Disclosed is a system for synthesizing emphasis-controlled speech from stored signals representative of words precoded by a phase vocoder having analysis bands which are wide relative to the voice harmonic frequency spacings. The stored signals comprise short-time Fourier transform parameters which describe the magnitude and the phase derivative of the short-time speech spectrum. Speech emphasis-controlled synthesis is achieved by extracting the stored signals of chosen words under control of a pitch-duration signal, by concatenating the extracted signals, by modifying the magnitude parameters of the extracted signals to effect a desired speech intensity, by interpolating the extracted parameters, and by decoding the resultant signals in accordance with phase vocoder techniques.

Description

BACKGROUND OF THE INVENTION
This invention relates to apparatus for forming and synthesizing natural sounding speech.
To synthesize speech signals from stored information it is, generally, advantageous to code the stored speech elements into a convenient and an efficient code. Most speech synthesis apparatus use coded speech signals based on the formant information contained in the phonemes of the speech signals. In one sense, this is the natural approach to speech coding because it reflects the process by which speech is vocally generated in the human throat. One such speech synthesis system is disclosed by me in U.S. Pat. No. 3,838,132 issued Aug. 6, 1974.
However, other schemes for coding analog signals exist. One such scheme, for example, involves the use of vocoder techniques to encode analog signals, and particularly speech signals. This has been disclosed in U.S. Pat. No. 3,360,610 issued to me on Dec. 26, 1967. Therein a communication arrangement is described in which speech signals to be transmitted are encoded into a plurality of narrow band components which occupy a combined bandwidth narrower than that of the unencoded speech.
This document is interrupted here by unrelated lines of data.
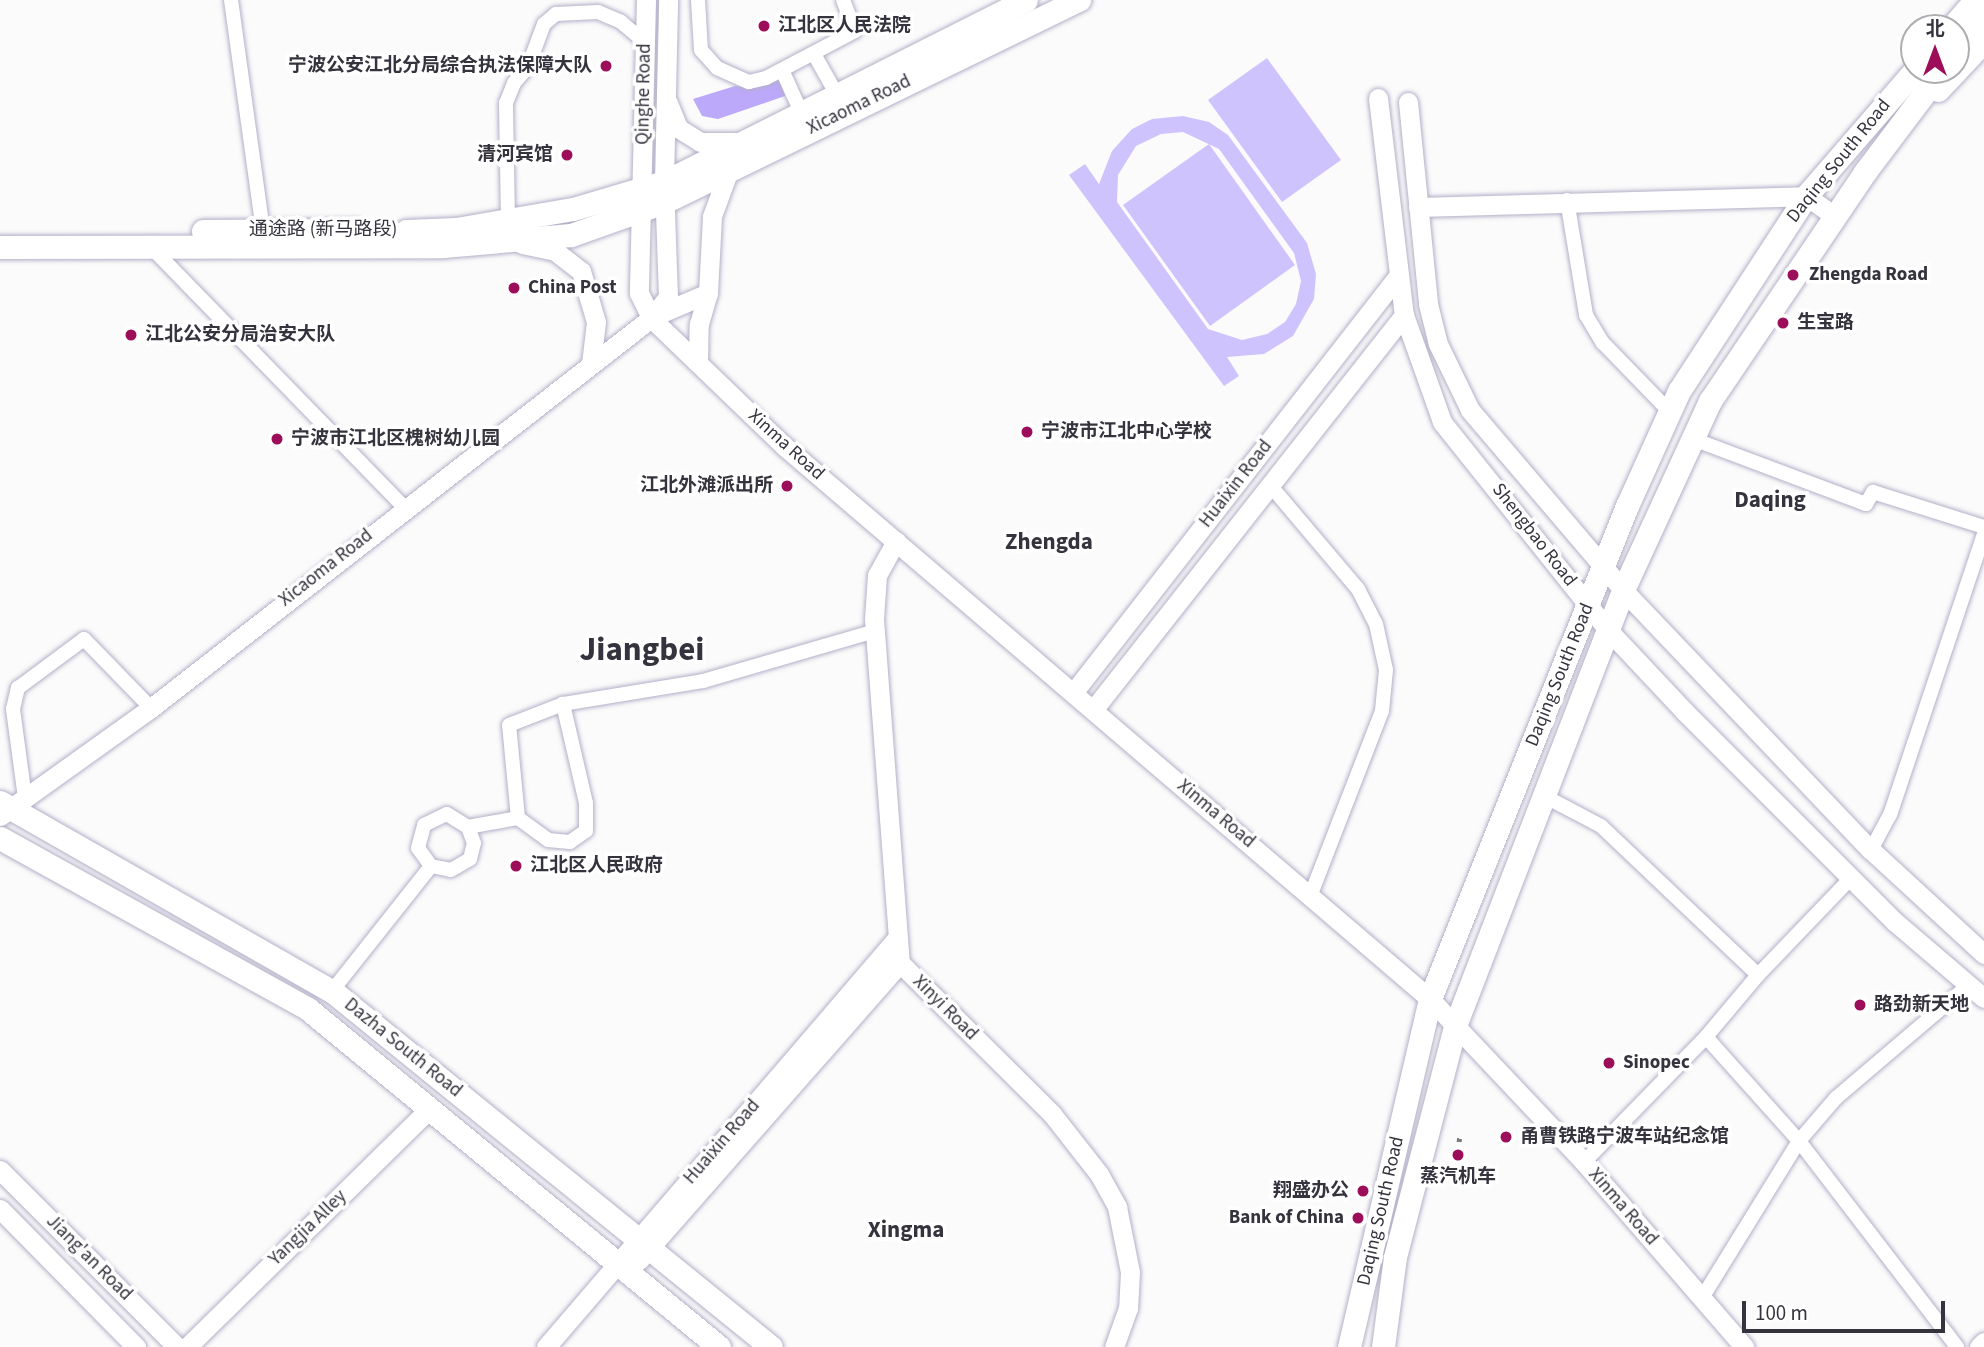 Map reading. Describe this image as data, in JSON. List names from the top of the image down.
{
  "streets": {
    "main road": [
      "Xicaoma Road",
      "Daqing South Road",
      "通途路 (新马路段)",
      "Dazha South Road"
    ],
    "street": [
      "Qinghe Road",
      "Xinma Road",
      "Huaixin Road",
      "Shengbao Road",
      "Xinyi Road",
      "Yangjia Alley",
      "Jiang'an Road"
    ]
  },
  "crossings": [
    ["Qinghe Road", "Xicaoma Road"],
    ["Qinghe Road", "通途路 (新马路段)"],
    ["Xicaoma Road", "通途路 (新马路段)"],
    ["Xicaoma Road", "Xinma Road"],
    ["Xicaoma Road", "Dazha South Road"],
    ["Daqing South Road", "Xinma Road"],
    ["Daqing South Road", "Shengbao Road"],
    ["Xinma Road", "Huaixin Road"],
    ["Xinma Road", "Xinyi Road"],
    ["Huaixin Road", "Shengbao Road"],
    ["Huaixin Road", "Xinyi Road"],
    ["Huaixin Road", "Dazha South Road"],
    ["Dazha South Road", "Yangjia Alley"]
  ],
  "districts": [
    "Daqing",
    "Zhengda",
    "Jiangbei",
    "Xingma"
  ],
  "places": [
    "江北区人民法院",
    "宁波公安江北分局综合执法保障大队",
    "清河宾馆",
    "Zhengda Road",
    "China Post",
    "生宝路",
    "江北公安分局治安大队",
    "宁波市江北中心学校",
    "宁波市江北区槐树幼儿园",
    "江北外滩派出所",
    "江北区人民政府",
    "路劲新天地",
    "Sinopec",
    "甬曹铁路宁波车站纪念馆",
    "蒸汽机车",
    "翔盛办公",
    "Bank of China"
  ],
  "scale_bar": "100 m",
  "north": "top"
}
Briefly summarized, phase vocoder encoding is performed by computing, at each of a set of predetermined frequencies, ωi, which span the frequency range of an incoming speech signal, a pair of signals respectively representative of the real and the imaginary parts of the short-time Fourier transform of the original speech signal. From each pair of such signals there is developed a pair of narrow band signals; one signal, |Si |, representing the magnitude of the short-time Fourier transform, and the other signal, φi, representing the time derivative of the phase angle of the short-time Fourier transform. In accordance with the above communication arrangement, these narrow band signals are transmitted to a receiver wherein a replica of the original signal is reproduced by generating a plurality of cosine signals having the same predetermined frequencies at which the short-time Fourier transforms were evaluated. Each cosine signal is then modulated in amplitude and phase angle by the pairs of narrow band signals, and the modulated signals are summed to produce the desired replica signal.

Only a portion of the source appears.